■ **Task directions**
The required result is every line of the records that includes "sans".

Dataset entries:
**********
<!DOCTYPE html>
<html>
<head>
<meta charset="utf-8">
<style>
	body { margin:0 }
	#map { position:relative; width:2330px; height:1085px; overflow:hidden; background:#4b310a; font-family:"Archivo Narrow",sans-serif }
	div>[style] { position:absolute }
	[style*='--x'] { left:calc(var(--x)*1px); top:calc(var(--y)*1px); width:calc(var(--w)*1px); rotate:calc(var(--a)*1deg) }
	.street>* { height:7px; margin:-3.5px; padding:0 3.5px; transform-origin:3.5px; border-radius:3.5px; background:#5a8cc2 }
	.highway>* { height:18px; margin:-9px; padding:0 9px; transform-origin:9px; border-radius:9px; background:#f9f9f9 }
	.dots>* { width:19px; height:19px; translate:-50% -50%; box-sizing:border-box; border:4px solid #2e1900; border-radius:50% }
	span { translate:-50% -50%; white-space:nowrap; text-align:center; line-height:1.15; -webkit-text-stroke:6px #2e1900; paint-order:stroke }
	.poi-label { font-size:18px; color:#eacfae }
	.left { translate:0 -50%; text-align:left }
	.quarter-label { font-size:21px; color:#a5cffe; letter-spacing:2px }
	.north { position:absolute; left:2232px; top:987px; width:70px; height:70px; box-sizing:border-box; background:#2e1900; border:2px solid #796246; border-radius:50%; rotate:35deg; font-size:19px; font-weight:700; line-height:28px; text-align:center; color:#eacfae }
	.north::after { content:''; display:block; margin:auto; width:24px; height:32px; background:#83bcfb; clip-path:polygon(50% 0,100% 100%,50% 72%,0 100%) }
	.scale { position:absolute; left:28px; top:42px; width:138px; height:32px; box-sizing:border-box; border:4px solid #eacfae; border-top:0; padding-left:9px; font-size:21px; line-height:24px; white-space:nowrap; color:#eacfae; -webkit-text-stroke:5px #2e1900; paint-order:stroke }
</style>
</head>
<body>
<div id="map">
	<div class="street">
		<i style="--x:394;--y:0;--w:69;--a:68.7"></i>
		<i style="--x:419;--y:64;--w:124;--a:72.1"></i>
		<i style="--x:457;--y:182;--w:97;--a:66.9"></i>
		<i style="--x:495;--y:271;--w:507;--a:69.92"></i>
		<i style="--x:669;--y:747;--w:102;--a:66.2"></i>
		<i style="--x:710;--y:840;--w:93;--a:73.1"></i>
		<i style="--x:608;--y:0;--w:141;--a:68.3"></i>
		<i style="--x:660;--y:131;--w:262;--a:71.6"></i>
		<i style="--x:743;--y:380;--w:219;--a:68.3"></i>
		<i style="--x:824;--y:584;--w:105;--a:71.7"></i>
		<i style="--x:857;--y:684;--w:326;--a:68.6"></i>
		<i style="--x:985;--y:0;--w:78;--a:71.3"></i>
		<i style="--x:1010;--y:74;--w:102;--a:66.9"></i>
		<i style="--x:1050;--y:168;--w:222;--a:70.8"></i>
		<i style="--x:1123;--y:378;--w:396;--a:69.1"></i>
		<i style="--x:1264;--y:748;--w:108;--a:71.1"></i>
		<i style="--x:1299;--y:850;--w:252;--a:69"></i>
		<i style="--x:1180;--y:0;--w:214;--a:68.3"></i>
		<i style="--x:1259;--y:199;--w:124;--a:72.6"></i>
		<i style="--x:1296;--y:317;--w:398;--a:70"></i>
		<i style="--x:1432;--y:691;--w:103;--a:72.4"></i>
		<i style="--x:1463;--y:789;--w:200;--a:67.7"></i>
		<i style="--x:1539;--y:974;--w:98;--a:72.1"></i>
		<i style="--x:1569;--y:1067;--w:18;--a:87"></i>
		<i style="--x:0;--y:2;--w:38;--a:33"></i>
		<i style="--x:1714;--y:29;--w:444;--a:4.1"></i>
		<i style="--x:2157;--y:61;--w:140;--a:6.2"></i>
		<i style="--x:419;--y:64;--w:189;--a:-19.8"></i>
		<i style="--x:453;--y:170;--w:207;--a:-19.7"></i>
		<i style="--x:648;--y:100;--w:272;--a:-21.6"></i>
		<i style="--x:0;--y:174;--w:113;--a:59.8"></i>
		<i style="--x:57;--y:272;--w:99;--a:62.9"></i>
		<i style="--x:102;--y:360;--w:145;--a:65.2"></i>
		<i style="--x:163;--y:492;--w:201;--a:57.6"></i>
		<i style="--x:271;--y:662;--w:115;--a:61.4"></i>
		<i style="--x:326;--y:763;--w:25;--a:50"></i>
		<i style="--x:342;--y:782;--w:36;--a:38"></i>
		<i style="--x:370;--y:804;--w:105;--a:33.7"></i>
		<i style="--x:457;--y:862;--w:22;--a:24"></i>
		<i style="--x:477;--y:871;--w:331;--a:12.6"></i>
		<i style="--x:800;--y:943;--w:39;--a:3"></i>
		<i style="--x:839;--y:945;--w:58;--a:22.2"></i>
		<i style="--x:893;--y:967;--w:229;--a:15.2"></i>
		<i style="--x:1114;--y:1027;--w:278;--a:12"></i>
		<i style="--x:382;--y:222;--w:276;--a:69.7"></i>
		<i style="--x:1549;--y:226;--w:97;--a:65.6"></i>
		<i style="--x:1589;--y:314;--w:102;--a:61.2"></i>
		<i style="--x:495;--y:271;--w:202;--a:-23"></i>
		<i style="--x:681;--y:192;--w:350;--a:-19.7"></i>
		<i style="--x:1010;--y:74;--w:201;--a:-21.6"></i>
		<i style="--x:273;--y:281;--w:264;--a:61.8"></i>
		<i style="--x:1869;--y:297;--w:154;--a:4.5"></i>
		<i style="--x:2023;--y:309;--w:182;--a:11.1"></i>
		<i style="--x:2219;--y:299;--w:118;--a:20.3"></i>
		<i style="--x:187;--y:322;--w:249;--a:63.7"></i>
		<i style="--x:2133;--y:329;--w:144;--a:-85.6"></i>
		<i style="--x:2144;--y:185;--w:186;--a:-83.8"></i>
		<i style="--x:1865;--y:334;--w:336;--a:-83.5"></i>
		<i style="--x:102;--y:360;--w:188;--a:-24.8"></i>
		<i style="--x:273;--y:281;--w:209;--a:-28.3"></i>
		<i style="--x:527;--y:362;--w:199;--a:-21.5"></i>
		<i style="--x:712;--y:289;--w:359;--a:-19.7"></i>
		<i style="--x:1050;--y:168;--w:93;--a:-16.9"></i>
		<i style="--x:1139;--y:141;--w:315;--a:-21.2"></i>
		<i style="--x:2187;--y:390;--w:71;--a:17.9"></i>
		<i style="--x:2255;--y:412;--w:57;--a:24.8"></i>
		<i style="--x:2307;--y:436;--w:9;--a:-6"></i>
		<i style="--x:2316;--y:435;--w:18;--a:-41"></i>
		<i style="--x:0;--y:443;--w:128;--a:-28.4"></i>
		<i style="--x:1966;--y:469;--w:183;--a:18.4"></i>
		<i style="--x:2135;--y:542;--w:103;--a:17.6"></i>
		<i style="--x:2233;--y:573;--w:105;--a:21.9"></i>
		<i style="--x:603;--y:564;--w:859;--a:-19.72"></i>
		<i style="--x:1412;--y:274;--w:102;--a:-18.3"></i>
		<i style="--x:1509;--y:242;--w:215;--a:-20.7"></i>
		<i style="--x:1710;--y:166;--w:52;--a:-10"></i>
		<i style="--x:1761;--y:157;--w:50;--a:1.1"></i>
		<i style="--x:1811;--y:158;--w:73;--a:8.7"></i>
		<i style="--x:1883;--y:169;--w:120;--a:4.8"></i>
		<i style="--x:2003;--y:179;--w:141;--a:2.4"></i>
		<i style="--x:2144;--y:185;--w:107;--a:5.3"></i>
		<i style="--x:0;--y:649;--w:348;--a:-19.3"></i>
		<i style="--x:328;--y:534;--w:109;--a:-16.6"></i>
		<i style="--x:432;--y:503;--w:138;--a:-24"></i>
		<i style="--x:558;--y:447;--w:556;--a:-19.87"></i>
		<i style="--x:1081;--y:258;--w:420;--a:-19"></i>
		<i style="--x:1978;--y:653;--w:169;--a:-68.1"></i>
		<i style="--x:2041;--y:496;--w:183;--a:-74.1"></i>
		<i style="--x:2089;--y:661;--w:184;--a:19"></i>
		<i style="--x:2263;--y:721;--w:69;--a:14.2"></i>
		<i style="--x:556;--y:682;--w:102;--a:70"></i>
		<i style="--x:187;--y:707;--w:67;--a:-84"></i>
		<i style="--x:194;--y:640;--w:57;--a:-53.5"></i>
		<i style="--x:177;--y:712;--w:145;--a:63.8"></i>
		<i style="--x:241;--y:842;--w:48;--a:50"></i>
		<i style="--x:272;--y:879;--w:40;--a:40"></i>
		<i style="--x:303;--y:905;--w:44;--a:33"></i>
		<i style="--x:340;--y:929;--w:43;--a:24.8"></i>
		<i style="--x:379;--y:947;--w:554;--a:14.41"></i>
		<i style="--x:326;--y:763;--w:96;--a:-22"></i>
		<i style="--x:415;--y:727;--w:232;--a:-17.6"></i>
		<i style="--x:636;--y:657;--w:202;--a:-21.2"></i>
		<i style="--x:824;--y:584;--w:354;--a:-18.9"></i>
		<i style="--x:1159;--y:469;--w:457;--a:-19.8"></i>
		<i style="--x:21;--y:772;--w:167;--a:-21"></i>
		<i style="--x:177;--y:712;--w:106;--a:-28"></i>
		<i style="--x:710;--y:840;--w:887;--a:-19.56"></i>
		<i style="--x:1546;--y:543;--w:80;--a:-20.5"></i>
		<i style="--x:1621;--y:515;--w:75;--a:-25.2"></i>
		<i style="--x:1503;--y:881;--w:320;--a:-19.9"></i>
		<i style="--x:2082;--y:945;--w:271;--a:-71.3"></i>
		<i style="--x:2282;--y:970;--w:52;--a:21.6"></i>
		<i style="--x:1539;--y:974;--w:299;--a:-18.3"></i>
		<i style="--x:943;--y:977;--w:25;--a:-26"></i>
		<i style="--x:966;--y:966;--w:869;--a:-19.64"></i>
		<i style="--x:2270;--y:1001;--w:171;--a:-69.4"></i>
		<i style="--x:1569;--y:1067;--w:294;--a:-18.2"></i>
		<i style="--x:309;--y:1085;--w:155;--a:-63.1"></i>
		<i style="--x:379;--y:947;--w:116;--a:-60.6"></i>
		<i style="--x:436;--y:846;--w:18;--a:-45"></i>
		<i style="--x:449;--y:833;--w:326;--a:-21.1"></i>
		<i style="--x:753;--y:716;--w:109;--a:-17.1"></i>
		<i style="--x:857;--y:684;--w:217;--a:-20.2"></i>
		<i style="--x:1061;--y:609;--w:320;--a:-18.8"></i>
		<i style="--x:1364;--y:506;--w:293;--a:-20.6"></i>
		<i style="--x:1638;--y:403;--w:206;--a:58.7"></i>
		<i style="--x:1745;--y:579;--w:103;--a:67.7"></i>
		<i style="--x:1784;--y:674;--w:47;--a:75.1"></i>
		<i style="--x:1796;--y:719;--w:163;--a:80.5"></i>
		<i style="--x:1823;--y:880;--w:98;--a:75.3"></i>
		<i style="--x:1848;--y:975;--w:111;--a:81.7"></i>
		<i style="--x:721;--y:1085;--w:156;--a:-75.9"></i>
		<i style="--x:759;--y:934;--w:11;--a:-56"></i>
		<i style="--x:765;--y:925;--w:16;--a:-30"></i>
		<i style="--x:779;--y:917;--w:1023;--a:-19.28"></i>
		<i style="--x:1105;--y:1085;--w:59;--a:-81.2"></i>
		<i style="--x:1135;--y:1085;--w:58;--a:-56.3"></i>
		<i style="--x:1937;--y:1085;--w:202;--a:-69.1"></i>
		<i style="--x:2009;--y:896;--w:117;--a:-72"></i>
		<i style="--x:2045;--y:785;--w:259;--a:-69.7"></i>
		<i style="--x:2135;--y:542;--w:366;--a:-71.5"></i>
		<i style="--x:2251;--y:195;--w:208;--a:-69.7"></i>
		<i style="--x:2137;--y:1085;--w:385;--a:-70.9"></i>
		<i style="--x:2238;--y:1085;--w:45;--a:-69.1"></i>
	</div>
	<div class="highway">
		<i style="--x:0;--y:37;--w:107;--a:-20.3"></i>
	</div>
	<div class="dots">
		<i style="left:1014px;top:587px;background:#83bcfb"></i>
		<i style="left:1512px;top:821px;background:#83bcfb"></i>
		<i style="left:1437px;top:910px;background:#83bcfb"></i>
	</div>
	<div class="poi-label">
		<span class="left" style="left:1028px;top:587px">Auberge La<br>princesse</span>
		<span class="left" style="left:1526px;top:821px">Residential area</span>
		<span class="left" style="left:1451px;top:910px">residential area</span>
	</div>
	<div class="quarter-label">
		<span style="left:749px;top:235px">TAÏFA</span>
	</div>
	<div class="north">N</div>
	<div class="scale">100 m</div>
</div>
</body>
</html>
**********
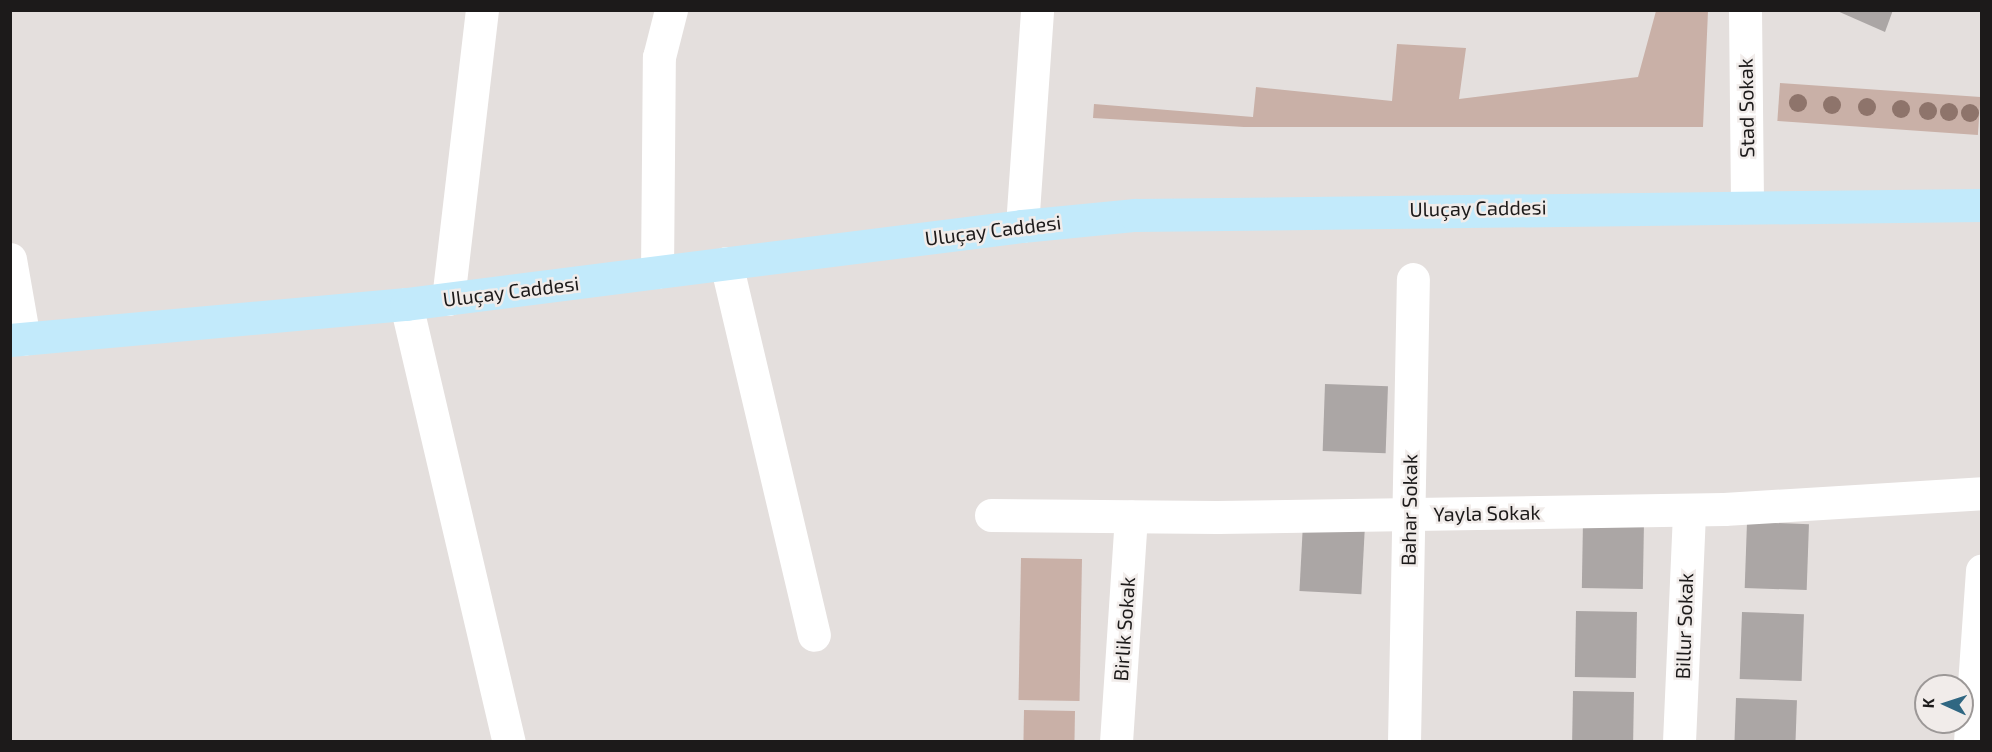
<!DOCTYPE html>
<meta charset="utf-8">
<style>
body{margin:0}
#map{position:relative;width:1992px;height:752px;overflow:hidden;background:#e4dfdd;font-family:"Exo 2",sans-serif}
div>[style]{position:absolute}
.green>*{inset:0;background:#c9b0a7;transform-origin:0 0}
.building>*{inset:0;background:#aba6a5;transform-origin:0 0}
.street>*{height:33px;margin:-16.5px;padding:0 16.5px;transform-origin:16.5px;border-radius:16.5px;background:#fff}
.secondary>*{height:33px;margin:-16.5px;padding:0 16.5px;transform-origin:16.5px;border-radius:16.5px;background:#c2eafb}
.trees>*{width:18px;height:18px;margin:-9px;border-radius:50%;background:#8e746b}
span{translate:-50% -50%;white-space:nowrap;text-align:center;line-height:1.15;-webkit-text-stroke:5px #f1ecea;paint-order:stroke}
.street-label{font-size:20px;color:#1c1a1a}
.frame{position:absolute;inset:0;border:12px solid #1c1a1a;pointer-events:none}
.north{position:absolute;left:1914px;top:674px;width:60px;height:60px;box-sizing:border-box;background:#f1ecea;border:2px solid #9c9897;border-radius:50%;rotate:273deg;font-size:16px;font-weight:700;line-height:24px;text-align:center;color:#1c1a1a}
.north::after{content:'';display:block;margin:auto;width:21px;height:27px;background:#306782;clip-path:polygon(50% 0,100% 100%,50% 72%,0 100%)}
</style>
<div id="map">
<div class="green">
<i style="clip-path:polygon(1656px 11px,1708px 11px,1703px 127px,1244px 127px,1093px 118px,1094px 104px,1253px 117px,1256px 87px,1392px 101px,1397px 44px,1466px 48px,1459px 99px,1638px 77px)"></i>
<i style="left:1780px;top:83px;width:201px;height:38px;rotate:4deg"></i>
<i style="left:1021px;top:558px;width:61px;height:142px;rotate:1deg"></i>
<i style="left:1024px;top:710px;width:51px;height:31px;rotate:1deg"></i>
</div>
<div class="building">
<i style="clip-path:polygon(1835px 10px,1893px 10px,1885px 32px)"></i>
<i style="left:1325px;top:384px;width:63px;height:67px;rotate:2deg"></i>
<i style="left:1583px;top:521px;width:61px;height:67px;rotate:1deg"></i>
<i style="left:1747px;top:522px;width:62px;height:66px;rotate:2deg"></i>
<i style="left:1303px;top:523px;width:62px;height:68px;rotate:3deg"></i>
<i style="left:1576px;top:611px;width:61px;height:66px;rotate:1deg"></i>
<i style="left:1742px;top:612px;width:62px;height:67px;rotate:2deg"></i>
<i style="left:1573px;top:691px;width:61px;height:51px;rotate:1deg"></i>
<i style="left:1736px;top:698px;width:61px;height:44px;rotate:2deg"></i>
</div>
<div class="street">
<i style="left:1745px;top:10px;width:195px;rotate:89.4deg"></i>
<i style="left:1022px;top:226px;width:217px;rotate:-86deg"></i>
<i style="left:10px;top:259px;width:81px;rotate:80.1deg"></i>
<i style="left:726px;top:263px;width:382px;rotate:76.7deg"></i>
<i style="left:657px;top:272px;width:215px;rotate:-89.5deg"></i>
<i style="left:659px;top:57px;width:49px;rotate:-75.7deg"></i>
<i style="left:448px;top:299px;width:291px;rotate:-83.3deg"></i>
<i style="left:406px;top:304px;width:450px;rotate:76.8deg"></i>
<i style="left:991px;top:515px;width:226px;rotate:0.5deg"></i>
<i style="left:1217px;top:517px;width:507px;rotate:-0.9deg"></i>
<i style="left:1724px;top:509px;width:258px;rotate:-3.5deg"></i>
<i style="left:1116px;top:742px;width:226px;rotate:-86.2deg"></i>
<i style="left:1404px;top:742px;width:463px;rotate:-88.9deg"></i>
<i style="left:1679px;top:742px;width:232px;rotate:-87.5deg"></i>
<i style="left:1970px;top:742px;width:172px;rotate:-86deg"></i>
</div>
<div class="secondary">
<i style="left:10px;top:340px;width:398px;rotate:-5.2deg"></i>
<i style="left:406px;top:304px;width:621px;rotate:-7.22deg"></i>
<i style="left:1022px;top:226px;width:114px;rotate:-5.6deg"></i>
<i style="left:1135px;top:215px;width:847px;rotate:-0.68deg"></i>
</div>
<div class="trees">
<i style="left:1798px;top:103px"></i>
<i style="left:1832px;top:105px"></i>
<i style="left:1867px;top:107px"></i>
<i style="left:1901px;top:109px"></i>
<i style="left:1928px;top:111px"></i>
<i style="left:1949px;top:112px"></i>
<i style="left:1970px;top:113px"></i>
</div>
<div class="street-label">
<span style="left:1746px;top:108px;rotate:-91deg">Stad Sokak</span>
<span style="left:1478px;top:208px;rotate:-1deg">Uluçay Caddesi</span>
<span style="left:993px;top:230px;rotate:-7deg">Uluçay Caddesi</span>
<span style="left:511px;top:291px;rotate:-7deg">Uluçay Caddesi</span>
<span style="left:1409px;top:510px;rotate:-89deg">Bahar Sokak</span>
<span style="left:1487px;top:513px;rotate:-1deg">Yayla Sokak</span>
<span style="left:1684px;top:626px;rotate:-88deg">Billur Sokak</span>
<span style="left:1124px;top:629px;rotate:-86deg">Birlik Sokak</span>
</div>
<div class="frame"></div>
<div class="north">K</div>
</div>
**********
■ **Solution to this exercise**
	#map { position:relative; width:2330px; height:1085px; overflow:hidden; background:#4b310a; font-family:"Archivo Narrow",sans-serif }
#map{position:relative;width:1992px;height:752px;overflow:hidden;background:#e4dfdd;font-family:"Exo 2",sans-serif}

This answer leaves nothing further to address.